There are two approaches to this problem: Database persistent sessions and memory-to-memory sessions. Both are often called “Session Clustering.” A database persistent session stores and maintains session data in a database during execution. Then, if the server fails, the user’s session is transferred transparently to another web application server. There is a performance penalty – the session data must be logged and retrieved to maintain state. Memory-to-memory sessions are similar, except that the session data is replicated other servers in the cluster. This approach eliminates the database logging and retrieval overhead.

Implementing session failover can be confusing if you are using Java. First of all, “Session Clustering” is defined as an open standard in the Java Server API. But it is implemented differently with different products, so don’t count on session clustering across servers that run different Java products.

If you are using a J2EE, do not use Session EJBs to store TSD. These beans maintain state information as in-memory data to allow data caching, which improves performance. The problem is that if the application fails, all TSD is lost, and the users must start over.

A better alternative is to design stateless session EJBs. These beans do not maintain in-memory session status. Each method in the stateless session executes independently, and does not rely on in-memory data. For instance, a shopping cart can be maintained on a persistent object, and then moved to the DBMS by the applications data access code. When the user is finished shopping and wants to proceed to checkout, the selected articles are retrieved from the DBMS (again by the data access code), and the transaction is complete. If this stateless session fails, the clustered session fails-over to an alternate application server (see figure 1 above). At checkout, the new server reads the shopping cart list from the DBMS.

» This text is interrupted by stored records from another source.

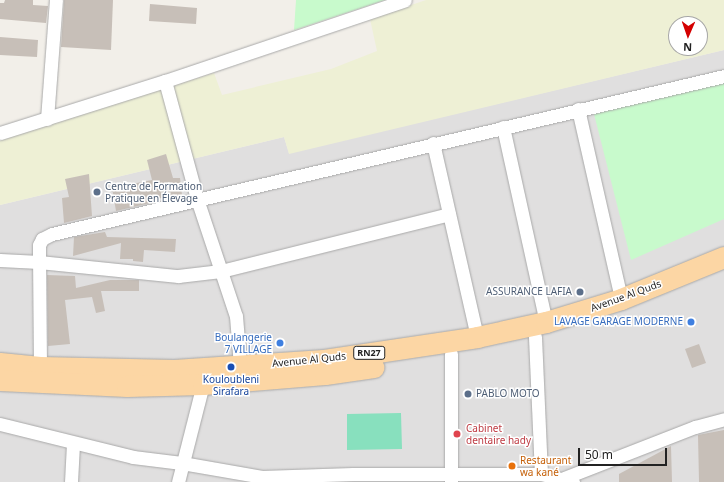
<!DOCTYPE html>
<meta charset="utf-8">
<style>
body{margin:0}
#map{position:relative;width:724px;height:482px;overflow:hidden;background:#f2efe9;font-family:"Noto Sans",sans-serif}
div>[style]{position:absolute}
[style*='--x']{left:calc(var(--x)*1px);top:calc(var(--y)*1px);width:calc(var(--w)*1px);rotate:calc(var(--a)*1deg)}
.residential>*{inset:0;background:#e0dfdf}
.farmland>*{inset:0;background:#eef0d5}
.park>*{inset:0;background:#c8facc}
.pitch>*{inset:0;background:#88e0be}
.building>*{inset:0;background:#c7bfb8}
.roads{filter:drop-shadow(0 0 1px #a9a9a9) drop-shadow(0 0 1px #a9a9a9)}
.minor>*{height:13px;margin:-6.5px;padding:0 6.5px;transform-origin:6.5px;border-radius:6.5px;background:#fff}
.primary>*{height:21px;margin:-10.5px;padding:0 10.5px;transform-origin:10.5px;border-radius:10.5px;background:#fcd6a4}
.dots>*{width:11px;height:11px;translate:-50% -50%;box-sizing:border-box;border:2px solid #fff;border-radius:50%}
span{translate:-50% -50%;white-space:nowrap;text-align:center;line-height:1.15;-webkit-text-stroke:3px #fff;paint-order:stroke}
.shield-label span{padding:1px 3px;background:#fff;border:1px solid;border-radius:3px;-webkit-text-stroke-width:0}
.shield-label{font-size:9px;color:#222;font-weight:700}
.service-label{font-size:10px;color:#4e5e75}
.left{translate:0 -50%;text-align:left}
.right{translate:-100% -50%;text-align:right}
.street-label{font-size:10px;color:#222}
.shop-label{font-size:10px;color:#366cbe}
.transit-label{font-size:10px;color:#164399}
.health-label{font-size:10px;color:#be3a42}
.food-label{font-size:10px;color:#c56008}
.north{position:absolute;left:668px;top:16px;width:40px;height:40px;box-sizing:border-box;background:#fff;border:1px solid #a7a7a7;border-radius:50%;rotate:182deg;font-size:11px;font-weight:700;line-height:16px;text-align:center;color:#222}
.north::after{content:'';display:block;margin:auto;width:14px;height:18px;background:#d40000;clip-path:polygon(50% 0,100% 100%,50% 72%,0 100%)}
.scale{position:absolute;left:578px;top:448px;width:89px;height:18px;box-sizing:border-box;border:2px solid #222;border-top:0;padding-left:5px;font-size:12px;line-height:14px;white-space:nowrap;color:#222;-webkit-text-stroke:3px #fff;paint-order:stroke}
</style>
<div id="map">
<div class="residential">
<div style="clip-path:polygon(724px 50px,724px 482px,0 482px,0 205px,284px 137px,289px 153px)"></div>
</div>
<div class="farmland">
<div style="clip-path:polygon(evenodd,426px 0,724px 0,724px 50px,289px 154px,284px 137px,0 205px,0 138px,214px 73px,222px 95px,331px 69px,377px 51px,370px 19px,426px 0,676px 24px,700px 24px,700px 48px,676px 48px,676px 24px)"></div>
</div>
<div class="park">
<div style="clip-path:polygon(296px 0,385px 0,294px 30px)"></div>
<div style="clip-path:polygon(724px 79px,724px 219px,631px 260px,594px 114px)"></div>
</div>
<div class="pitch">
<div style="clip-path:polygon(401px 413px,402px 449px,347px 450px,347px 414px)"></div>
</div>
<div class="building">
<div style="clip-path:polygon(5px 0,33px 0,33px 5px,48px 6px,46px 23px,0 19px,0 3px,4px 3px)"></div>
<div style="clip-path:polygon(64px 0,113px 0,111px 50px,61px 47px)"></div>
<div style="clip-path:polygon(150px 4px,197px 8px,196px 24px,149px 21px)"></div>
<div style="clip-path:polygon(0 37px,38px 40px,37px 57px,0 55px)"></div>
<div style="clip-path:polygon(166px 154px,173px 178px,180px 178px,182px 195px,149px 200px,150px 203px,116px 211px,112px 188px,152px 180px,147px 160px)"></div>
<div style="clip-path:polygon(89px 174px,92px 216px,64px 223px,62px 198px,69px 197px,65px 179px)"></div>
<div style="clip-path:polygon(105px 232px,107px 237px,176px 239px,175px 252px,144px 250px,143px 262px,133px 261px,133px 259px,120px 259px,121px 243px,73px 256px,74px 237px)"></div>
<div style="clip-path:polygon(47px 275px,75px 276px,76px 288px,110px 280px,139px 280px,139px 291px,101px 291px,105px 311px,96px 313px,92px 297px,65px 300px,70px 344px,48px 346px)"></div>
<div style="clip-path:polygon(699px 344px,706px 363px,692px 368px,685px 349px)"></div>
<div style="clip-path:polygon(724px 430px,724px 482px,699px 482px,698px 435px)"></div>
<div style="clip-path:polygon(671px 446px,672px 482px,619px 482px,619px 474px)"></div>
</div>
<div class="roads">
<div class="minor">
<div style="--x:165;--y:81;--w:122;--a:74.8"></div>
<div style="--x:197;--y:199;--w:123;--a:71.6"></div>
<div style="--x:236;--y:316;--w:50;--a:85.4"></div>
<div style="--x:578;--y:109;--w:195;--a:77.2"></div>
<div style="--x:47;--y:119;--w:119;--a:-85.7"></div>
<div style="--x:503;--y:127;--w:200;--a:77.6"></div>
<div style="--x:0;--y:133;--w:173;--a:-17.5"></div>
<div style="--x:165;--y:81;--w:253;--a:-18.6"></div>
<div style="--x:433;--y:143;--w:199;--a:77.2"></div>
<div style="--x:0;--y:260;--w:39;--a:3"></div>
<div style="--x:39;--y:262;--w:17;--a:-90"></div>
<div style="--x:39;--y:245;--w:7;--a:-63"></div>
<div style="--x:42;--y:239;--w:11;--a:-27"></div>
<div style="--x:52;--y:234;--w:690;--a:-13.23"></div>
<div style="--x:535;--y:337;--w:137;--a:87.5"></div>
<div style="--x:40;--y:367;--w:105;--a:-90.5"></div>
<div style="--x:39;--y:262;--w:140;--a:5.8"></div>
<div style="--x:178;--y:276;--w:43;--a:-6.6"></div>
<div style="--x:221;--y:271;--w:235;--a:-14"></div>
<div style="--x:0;--y:424;--w:137;--a:13.9"></div>
<div style="--x:133;--y:457;--w:49;--a:7"></div>
<div style="--x:182;--y:463;--w:81;--a:9.9"></div>
<div style="--x:262;--y:477;--w:91;--a:-1.9"></div>
<div style="--x:353;--y:474;--w:188;--a:0"></div>
<div style="--x:541;--y:474;--w:33;--a:14"></div>
<div style="--x:564;--y:478;--w:141;--a:-21.3"></div>
<div style="--x:695;--y:427;--w:30;--a:-15"></div>
<div style="--x:71;--y:482;--w:39;--a:-87"></div>
<div style="--x:178;--y:482;--w:101;--a:-75.7"></div>
<div style="--x:451;--y:482;--w:128;--a:-90"></div>
</div>
<div class="primary">
<div style="--x:0;--y:363;--w:40;--a:5.7"></div>
<div style="--x:40;--y:367;--w:134;--a:1.3"></div>
<div style="--x:174;--y:370;--w:150;--a:-3.8"></div>
<div style="--x:324;--y:360;--w:155;--a:-8.5"></div>
<div style="--x:477;--y:337;--w:71;--a:-12.3"></div>
<div style="--x:546;--y:322;--w:78;--a:-17"></div>
<div style="--x:621;--y:299;--w:111;--a:-22.2"></div>
<div style="--x:0;--y:380;--w:127;--a:2.7"></div>
<div style="--x:127;--y:386;--w:76;--a:-1.5"></div>
<div style="--x:203;--y:384;--w:122;--a:-4.7"></div>
<div style="--x:325;--y:374;--w:49;--a:-8.1"></div>
</div>
</div>
<div class="dots">
<div style="left:97px;top:192px;background:#5c6f8a"></div>
<div style="left:580px;top:292px;background:#5c6f8a"></div>
<div style="left:691px;top:322px;background:#3f7fe0"></div>
<div style="left:280px;top:343px;background:#3f7fe0"></div>
<div style="left:231px;top:367px;background:#1a4fb4"></div>
<div style="left:468px;top:394px;background:#5c6f8a"></div>
<div style="left:457px;top:434px;background:#e0444e"></div>
<div style="left:512px;top:466px;background:#e8710a"></div>
</div>
<div class="shield-label">
<span style="left:369px;top:353px">RN27</span>
</div>
<div class="service-label">
<span class="left" style="left:105px;top:192px">Centre de Formation<br>Pratique en Élevage</span>
<span class="right" style="left:572px;top:292px">ASSURANCE LAFIA</span>
<span class="left" style="left:476px;top:394px">PABLO MOTO</span>
</div>
<div class="street-label">
<span style="left:626px;top:296px;rotate:-20deg">Avenue Al Quds</span>
<span style="left:309px;top:360px;rotate:-6deg">Avenue Al Quds</span>
</div>
<div class="shop-label">
<span class="right" style="left:683px;top:322px">LAVAGE GARAGE MODERNE</span>
<span class="right" style="left:272px;top:343px">Boulangerie<br>7 VILLAGE</span>
</div>
<div class="transit-label">
<span style="left:231px;top:385px">Kouloubleni<br>Sirafara</span>
</div>
<div class="health-label">
<span class="left" style="left:466px;top:434px">Cabinet<br>dentaire hady</span>
</div>
<div class="food-label">
<span class="left" style="left:520px;top:466px">Restaurant<br>wa kané</span>
</div>
<div class="north">N</div>
<div class="scale">50 m</div>
</div>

To implement this in Java, we can extend the shopping cart object, by adding an object called SelectedItems, which is Java ArrayList of MerchandiseItems. At checkout, the application will retrieve SelectedItems from the object. This assumes that we are using memory-to-memory clustering.

This is how it works: If a server fails, objects will be part of the user’s session, and if we are using session clustering, the user’s session will fail-over transparently. Performance will improve because SelectedItems is a bean (in memory), and not the DBMS. This approach works best for small amounts of data. Large amounts of data should not be stored as user sessions objects. This example also assumes that we are using a development approach that isolates data access code, such as Model-View-Controller (MVC).

To be available, a high performance application must be scalable. Horizontal scaling means that a cloned application runs on two or more servers configured for fail-over. Vertical scaling places multiple instances of an application on a single server. This provides additional capacity and server lever fail-over. In figure 2, App 1 scaled horizontally and vertically, while App 2 is scaled horizontally only.

The most accurate way to plan redundancy is to perform a full capacity analysis. First, determine the relationship between resources and the server user base. Catalog the total number of users, average and peak concurrent user load, required application Random Access memory per instance, hard disk space, etc. If a system or application fails, there must be enough capacity to support the average user load, including web and application servers, memory, and other resources. Some organizations have determined that servers should not run higher that 40% of capacity under an average load.

Figure 2 – Scaling and Cloning

Developing a Highly Available system is not about technology. It is about design application system to meet business requirements by making high performance applications available and reach-able. This means removing single points of failure, providing horizontal scaling, and isolating data code with an approach such as MVC. Other important factors include using session clustering and fail-over, and treating transient data with high-speed recover in mind. Robust web applications are a challenge, but one that we can meet with the right design approach.